[WHAT YOU NEED TO DO]: Gather, from the data below, each line in which the word "canvas" occurs.

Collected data
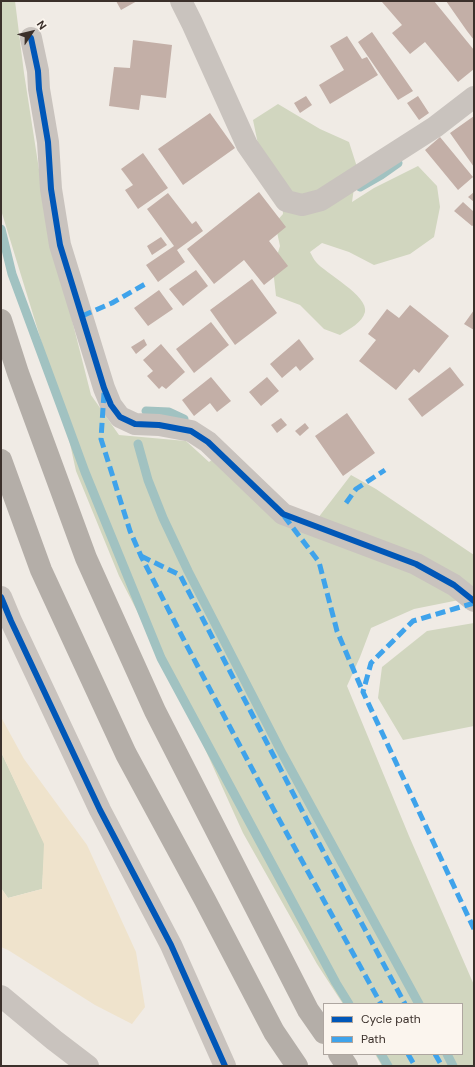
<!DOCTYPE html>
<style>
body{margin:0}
#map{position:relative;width:475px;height:1067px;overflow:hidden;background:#f0ebe5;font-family:"DM Sans",sans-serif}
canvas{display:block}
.frame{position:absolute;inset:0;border:2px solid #3b302b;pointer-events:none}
.legend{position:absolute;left:323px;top:1003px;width:140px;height:52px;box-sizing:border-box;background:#fbf5ee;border:1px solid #aea6a0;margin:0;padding:5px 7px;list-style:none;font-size:12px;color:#3b302b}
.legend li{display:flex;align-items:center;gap:8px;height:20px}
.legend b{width:20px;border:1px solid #aea6a0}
.north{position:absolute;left:12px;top:12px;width:40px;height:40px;-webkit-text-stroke:3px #fbf5ee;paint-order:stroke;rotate:55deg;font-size:11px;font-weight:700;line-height:16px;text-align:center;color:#3b302b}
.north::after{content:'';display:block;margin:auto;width:14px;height:18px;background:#3b302b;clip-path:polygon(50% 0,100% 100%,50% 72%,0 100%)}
</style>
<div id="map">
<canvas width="475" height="1067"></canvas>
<div class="frame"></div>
<ul class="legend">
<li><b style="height:5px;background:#0057b8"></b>Cycle path</li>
<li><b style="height:5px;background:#3fa3eb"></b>Path</li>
</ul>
<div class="north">N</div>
</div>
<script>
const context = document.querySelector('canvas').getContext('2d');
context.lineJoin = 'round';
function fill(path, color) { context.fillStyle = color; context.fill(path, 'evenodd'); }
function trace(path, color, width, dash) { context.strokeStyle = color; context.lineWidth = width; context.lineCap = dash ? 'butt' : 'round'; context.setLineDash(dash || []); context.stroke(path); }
const green = new Path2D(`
 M 1,1 L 15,1 L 24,73 L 47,221 L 91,395 L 119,435 L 186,441 L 209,462 L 223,451 L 278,501 L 318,518 L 351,475 L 376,489 L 474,555 L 474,597 L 414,609 L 371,628 L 360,657 L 347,686 L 409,836 L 474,985 L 474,1066 L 382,1066 L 375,1054 L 462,1054 L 462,1004 L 343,1004 L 317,964 L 243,833 L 182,698 L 119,576 L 76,471 L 63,412 L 1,210 Z
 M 278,104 L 320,129 L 349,142 L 357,167 L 352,202 L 374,188 L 418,166 L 437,186 L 440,207 L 434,237 L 410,254 L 374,265 L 349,252 L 322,243 L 310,252 C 312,255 313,259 316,262 C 325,273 369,296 365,312 C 362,323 349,329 340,335 L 324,329 L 300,305 L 276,296 L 273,269 L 280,246 L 275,223 L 283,214 L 281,178 L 259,149 L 253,120 Z
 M 474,623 L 474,726 L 403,740 L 378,698 L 382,667 L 427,631 Z
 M 1,752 L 45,844 L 42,889 L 8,898 L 1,888 Z`);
const sand = new Path2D(`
 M 1,717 L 24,759 L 87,845 L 136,952 L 145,1007 L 132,1024 L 95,1005 L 8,950 L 1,947 L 1,888 L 8,898 L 42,889 L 44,844 L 1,752 Z`);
const stream = new Path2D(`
 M 360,187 L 381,175 L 398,163
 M 1,229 L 12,274 L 63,412 L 85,472 L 161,658 L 336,983 L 349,1004
 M 146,411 L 169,412 L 184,419
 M 138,444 L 148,480 L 163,518 L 188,571 L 283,755 L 419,1004
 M 381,1054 L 388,1066
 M 447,1054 L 453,1066`);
const building = new Path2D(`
 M 116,1 L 137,1 L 121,10 Z
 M 383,1 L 434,1 L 474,50 L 474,69 L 458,82 L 425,42 L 410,54 L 392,33 L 402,25 L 382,2 Z
 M 446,1 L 474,1 L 474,40 L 467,31 Z
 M 372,32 L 413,91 L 398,100 L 358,42 Z
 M 347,36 L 362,59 L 367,57 L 378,75 L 330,104 L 319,85 L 344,70 L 330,46 Z
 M 133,40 L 172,45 L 166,98 L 141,95 L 139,110 L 109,106 L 114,67 L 130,68 Z
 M 306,96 L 312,105 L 300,113 L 294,103 Z
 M 418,96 L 429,113 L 419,120 L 407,103 Z
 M 210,113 L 235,148 L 183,185 L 158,149 Z
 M 474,116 L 474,167 L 450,133 Z
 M 440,137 L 473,177 L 458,190 L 425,150 Z
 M 143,153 L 168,188 L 138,209 L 125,190 L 133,185 L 121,169 Z
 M 259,192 L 286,227 L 269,241 L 288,266 L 264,285 L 244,260 L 214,284 L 187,249 Z
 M 474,192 L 474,202 L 468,197 Z
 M 168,193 L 192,224 L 196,221 L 203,231 L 177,250 L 185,262 L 158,282 L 146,265 L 174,246 L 147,209 Z
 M 463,202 L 474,212 L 474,225 L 472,226 L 454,211 Z
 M 161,237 L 167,245 L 152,255 L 147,246 Z
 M 196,270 L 208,286 L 183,306 L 169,289 Z
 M 252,279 L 277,313 L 235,345 L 210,310 Z
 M 159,290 L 173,309 L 148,326 L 134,308 Z
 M 410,305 L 449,336 L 419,373 L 414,369 L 396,390 L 359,361 L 376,340 L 368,334 L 387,309 L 399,318 Z
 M 474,310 L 474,330 L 464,324 Z
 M 211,322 L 229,345 L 194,373 L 176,349 Z
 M 144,339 L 147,345 L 136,354 L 131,347 Z
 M 299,339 L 314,359 L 300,371 L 296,366 L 282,378 L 270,364 Z
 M 161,344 L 185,372 L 166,389 L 162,386 L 159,389 L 147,376 L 153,371 L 143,360 Z
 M 450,367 L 464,385 L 422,417 L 408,399 Z
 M 211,377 L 231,401 L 217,412 L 210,403 L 194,416 L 182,400 Z
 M 267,377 L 279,391 L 261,406 L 249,392 Z
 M 347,413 L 375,453 L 343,476 L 315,436 Z
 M 281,418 L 287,425 L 277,433 L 271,425 Z
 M 305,423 L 309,428 L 300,436 L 295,431 Z`);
const minor = new Path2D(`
 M 181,1 L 192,23 L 247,145 L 286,201 L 302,205 L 321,200 L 435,127 L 474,97
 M 31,38 L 38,71 L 39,89 L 48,142 L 51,189 L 60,245 L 104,388 L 111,405 L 120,417 L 135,424 L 159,425 L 191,431 L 208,442 L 283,514 L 416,564 L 454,585 L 474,601
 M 1,597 L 11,621 L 100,810 L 171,945 L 225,1066
 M 1,996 L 54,1040 L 88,1066`);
const trunk = new Path2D(`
 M 1,320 L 18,373 L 86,558 L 155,711 L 308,1010 L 324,1033
 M 1,460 L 41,570 L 126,754 L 205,900 L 274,1032 L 297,1066
 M 339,1054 L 347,1066`);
const quiet = new Path2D(`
 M 82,316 L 112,303 L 147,283
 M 104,393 L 101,439 L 130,531 L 141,556 L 187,646 L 275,812 L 381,1004
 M 346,503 L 356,489 L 385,470
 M 284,516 L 319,562 L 337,631 L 363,692
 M 141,556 L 180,575 L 324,853 L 405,1004
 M 474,603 L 413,621 L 371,663 L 363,692 L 474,929
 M 408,1054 L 415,1066
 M 435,1054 L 442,1066`);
const cycleway = new Path2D(`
 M 31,38 L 38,71 L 39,89 L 48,142 L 51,189 L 60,245 L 104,388 L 111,405 L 120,417 L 135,424 L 159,425 L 191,431 L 208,442 L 283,514 L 416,564 L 454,585 L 474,601
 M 1,597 L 11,621 L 100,810 L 171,945 L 225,1066`);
fill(green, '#d1d6bf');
fill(sand, '#efe3cc');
trace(stream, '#a1c2c1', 9);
fill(building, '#c3afa7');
trace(minor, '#c9c3be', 22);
trace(trunk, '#b4aea8', 22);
trace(quiet, '#3fa3eb', 5, [10, 5]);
trace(cycleway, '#0057b8', 6);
</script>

[SOLVED EXERCISE]:
canvas{display:block}
<canvas width="475" height="1067"></canvas>
const context = document.querySelector('canvas').getContext('2d');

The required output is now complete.